Aim of the task » The response must contain every line below in which "function" appears.

(Source material Opens)

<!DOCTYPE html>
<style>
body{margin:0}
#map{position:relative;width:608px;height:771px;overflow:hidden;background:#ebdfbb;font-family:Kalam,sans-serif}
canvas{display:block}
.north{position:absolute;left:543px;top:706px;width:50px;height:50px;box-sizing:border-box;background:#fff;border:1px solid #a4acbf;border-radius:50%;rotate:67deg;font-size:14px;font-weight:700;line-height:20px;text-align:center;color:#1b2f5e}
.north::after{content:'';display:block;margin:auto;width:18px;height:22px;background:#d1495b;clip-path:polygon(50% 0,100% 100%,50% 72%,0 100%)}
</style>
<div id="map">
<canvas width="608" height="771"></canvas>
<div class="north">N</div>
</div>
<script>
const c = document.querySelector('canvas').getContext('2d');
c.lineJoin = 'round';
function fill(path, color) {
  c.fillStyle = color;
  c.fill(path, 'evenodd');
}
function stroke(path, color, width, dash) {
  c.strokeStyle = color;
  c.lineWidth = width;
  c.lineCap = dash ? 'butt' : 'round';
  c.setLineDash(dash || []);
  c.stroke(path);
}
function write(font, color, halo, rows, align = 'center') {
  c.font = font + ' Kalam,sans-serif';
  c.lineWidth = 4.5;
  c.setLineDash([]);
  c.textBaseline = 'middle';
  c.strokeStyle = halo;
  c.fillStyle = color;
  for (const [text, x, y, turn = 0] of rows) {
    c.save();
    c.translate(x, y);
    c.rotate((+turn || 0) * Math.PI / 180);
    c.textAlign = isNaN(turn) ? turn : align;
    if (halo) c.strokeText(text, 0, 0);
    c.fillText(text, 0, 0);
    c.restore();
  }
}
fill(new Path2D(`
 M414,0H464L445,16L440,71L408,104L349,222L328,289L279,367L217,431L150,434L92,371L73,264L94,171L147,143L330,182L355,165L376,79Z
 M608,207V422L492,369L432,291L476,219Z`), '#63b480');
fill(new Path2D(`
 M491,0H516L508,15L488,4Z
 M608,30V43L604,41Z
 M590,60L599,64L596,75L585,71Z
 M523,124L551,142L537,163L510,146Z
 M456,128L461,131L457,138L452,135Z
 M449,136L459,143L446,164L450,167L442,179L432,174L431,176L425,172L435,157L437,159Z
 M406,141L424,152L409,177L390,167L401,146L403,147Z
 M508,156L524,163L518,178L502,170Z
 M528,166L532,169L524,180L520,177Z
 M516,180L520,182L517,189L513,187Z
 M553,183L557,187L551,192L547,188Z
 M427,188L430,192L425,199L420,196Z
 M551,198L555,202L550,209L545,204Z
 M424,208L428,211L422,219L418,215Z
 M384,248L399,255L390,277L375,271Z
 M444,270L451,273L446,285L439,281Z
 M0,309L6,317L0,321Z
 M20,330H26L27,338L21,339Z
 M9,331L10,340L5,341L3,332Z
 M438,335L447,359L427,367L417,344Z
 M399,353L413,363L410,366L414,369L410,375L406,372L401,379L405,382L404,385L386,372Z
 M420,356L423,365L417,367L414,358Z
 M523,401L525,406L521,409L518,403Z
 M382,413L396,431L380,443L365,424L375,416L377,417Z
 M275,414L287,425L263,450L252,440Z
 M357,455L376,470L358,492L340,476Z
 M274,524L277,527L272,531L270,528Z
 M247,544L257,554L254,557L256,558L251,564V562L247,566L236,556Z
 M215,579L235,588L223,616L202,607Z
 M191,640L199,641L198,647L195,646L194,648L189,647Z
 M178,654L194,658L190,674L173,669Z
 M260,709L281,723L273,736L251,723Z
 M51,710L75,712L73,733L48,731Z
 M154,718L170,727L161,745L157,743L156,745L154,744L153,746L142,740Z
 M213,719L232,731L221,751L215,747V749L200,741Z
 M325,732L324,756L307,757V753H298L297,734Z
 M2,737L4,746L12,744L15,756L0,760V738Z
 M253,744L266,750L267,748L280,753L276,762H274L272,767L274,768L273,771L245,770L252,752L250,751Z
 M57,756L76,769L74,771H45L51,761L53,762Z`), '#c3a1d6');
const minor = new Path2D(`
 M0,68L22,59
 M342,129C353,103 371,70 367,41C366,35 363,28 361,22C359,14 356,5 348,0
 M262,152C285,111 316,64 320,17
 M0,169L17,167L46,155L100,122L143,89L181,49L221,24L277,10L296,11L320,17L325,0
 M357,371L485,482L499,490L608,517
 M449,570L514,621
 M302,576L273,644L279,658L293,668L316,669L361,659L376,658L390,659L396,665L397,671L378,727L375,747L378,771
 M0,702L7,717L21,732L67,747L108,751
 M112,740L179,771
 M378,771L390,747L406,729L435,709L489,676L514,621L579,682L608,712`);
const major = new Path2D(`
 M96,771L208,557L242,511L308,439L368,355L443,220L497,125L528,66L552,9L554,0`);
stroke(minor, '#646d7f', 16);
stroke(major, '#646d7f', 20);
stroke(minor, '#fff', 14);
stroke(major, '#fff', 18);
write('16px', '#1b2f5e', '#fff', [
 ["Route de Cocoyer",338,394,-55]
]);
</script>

(Source material Closes)

Result of the task »
function fill(path, color) {
function stroke(path, color, width, dash) {
function write(font, color, halo, rows, align = 'center') {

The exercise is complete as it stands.